Here in the United States sex slavery is a problem and now and then you’ll see a story in the news about wealthy people, often immigrants, being caught keeping slaves. What hits the news is just the tip of the iceberg. From 600,000 to 800,000 people are trafficked across international borders every year. Human trafficking is the largest growing criminal industry in the world.
Behind the Boko Haram headlines, slavery in Africa is the real crisis
The mass kidnapping of schoolgirls by terrorist group Boko Haram in Nigeria is neither a new nor rare occurrence, though this does not make it any less shocking.

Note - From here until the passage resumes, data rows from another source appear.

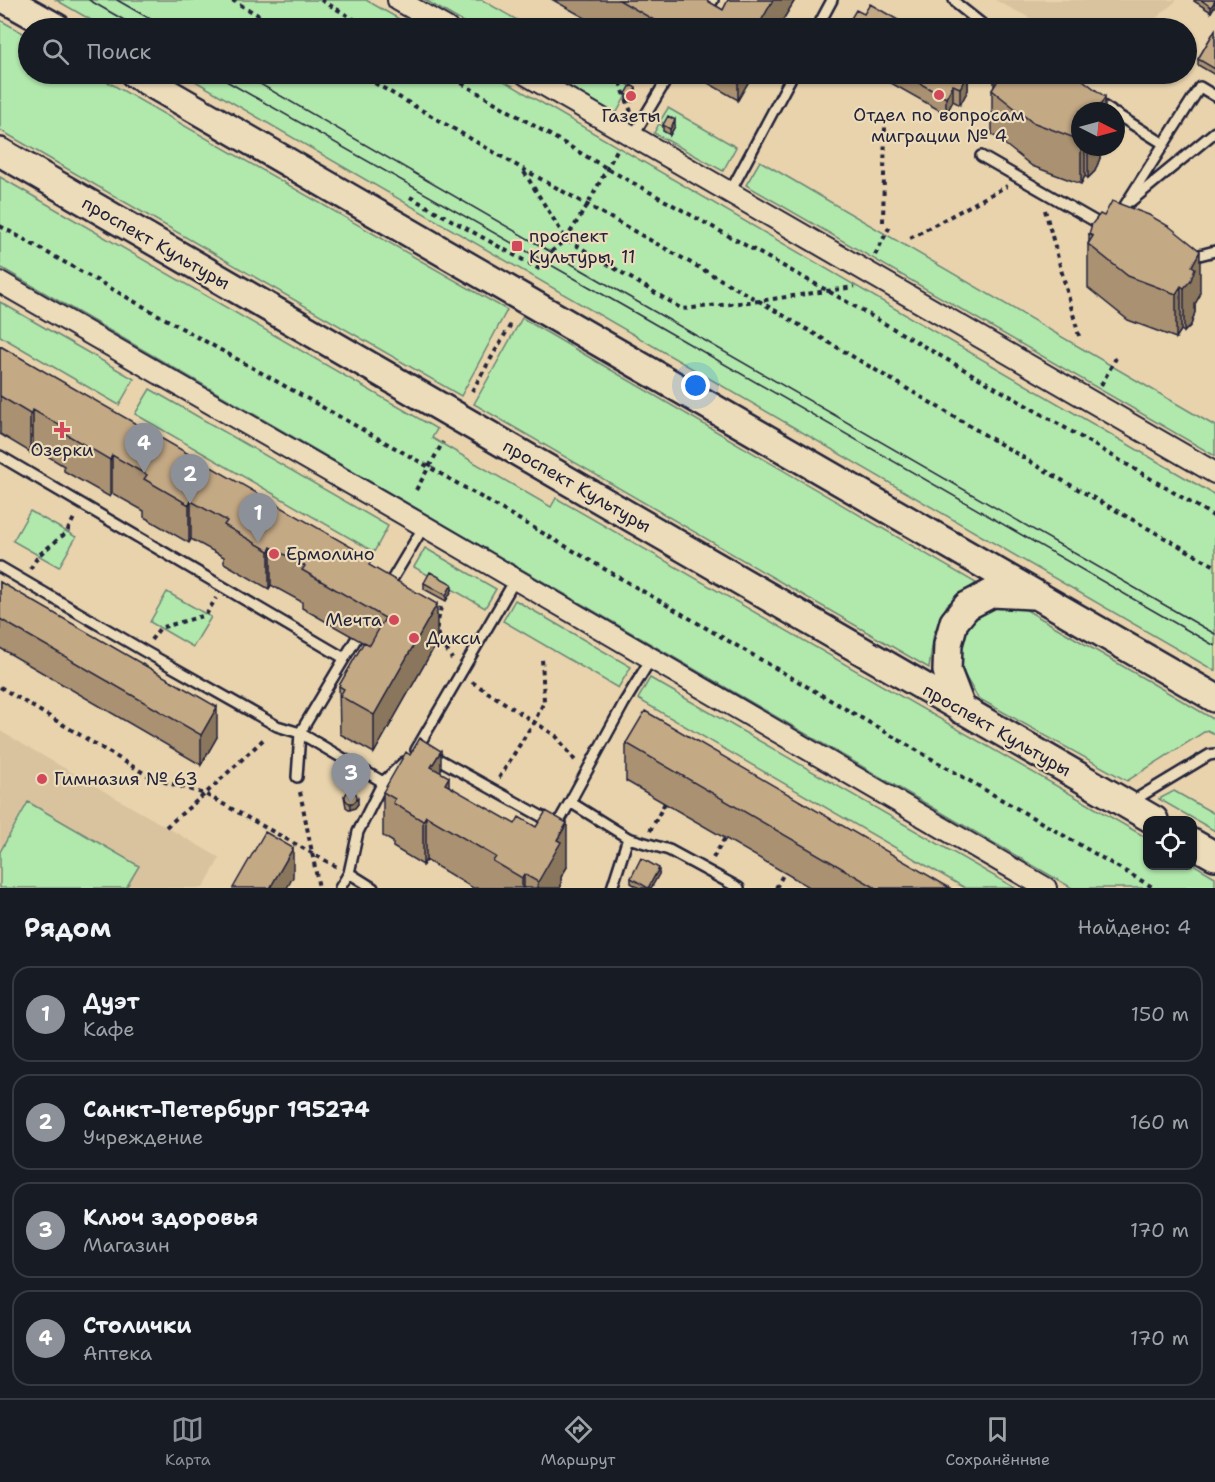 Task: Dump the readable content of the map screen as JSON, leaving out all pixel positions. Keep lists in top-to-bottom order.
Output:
{
  "streets": {
    "main road": ["проспект Культуры"]
  },
  "places": {
    "other": [
      "Отдел по вопросам миграции № 4",
      "Газеты",
      "Ермолино",
      "Мечта",
      "Дикси",
      "Гимназия № 63"
    ],
    "transit": ["проспект Культуры, 11"],
    "health": ["Озерки"]
  },
  "north": "right",
  "page": {
    "search": "Поиск",
    "pins": [
      "4",
      "2",
      "1",
      "3"
    ],
    "heading": ["Рядом", "Найдено: 4"],
    "list": [
      {
        "mark": "1",
        "name": "Дуэт",
        "note": "Кафе",
        "value": "150 m"
      },
      {
        "mark": "2",
        "name": "Санкт-Петербург 195274",
        "note": "Учреждение",
        "value": "160 m"
      },
      {
        "mark": "3",
        "name": "Ключ здоровья",
        "note": "Магазин",
        "value": "170 m"
      },
      {
        "mark": "4",
        "name": "Столички",
        "note": "Аптека",
        "value": "170 m"
      }
    ],
    "nav": ["Карта", "Маршрут", "Сохранённые"]
  }
} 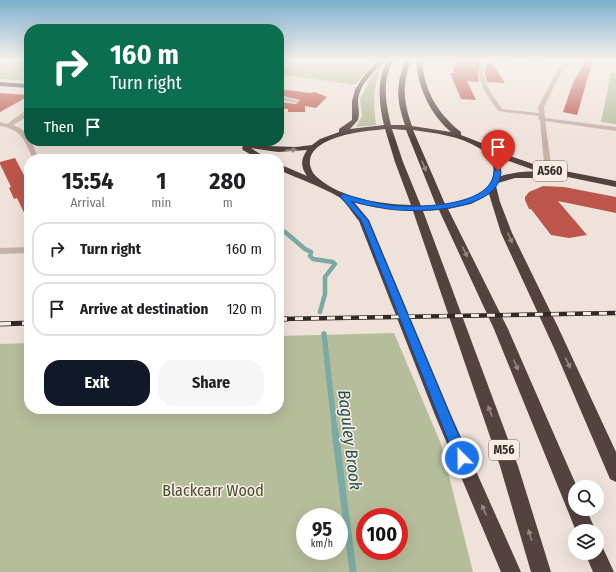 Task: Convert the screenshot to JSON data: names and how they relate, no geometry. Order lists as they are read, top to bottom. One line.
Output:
{"streets":{"highway":["A560","M56"]},"water":["Baguley Brook"],"parks":["Blackcarr Wood"],"page":{"turn":["160 m","Turn right"],"then":"Then","eta":["15:54","Arrival","1","min","280","m"],"list":[{"name":"Turn right","value":"160 m"},{"name":"Arrive at destination","value":"120 m"}],"buttons":["Exit","Share"],"speed":"95 km/h","limit":"100"}}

Boko Haram has been active in Nigeria for five years and is just the tip of the iceberg when it comes to Africa’s slavery crisis.
In Nigeria, there are “tens of thousands of people bought and sold every year”, according to Africa expert Benjamin Lawrance. The majority are children: in 2003, the International Labour Organisation estimated that as many as six million Nigerian children had been trafficked at some time in their lives.
In Africa as a whole, the scale of the problem is vast and far beyond the resources currently allocated to fight it, let alone sufficient to…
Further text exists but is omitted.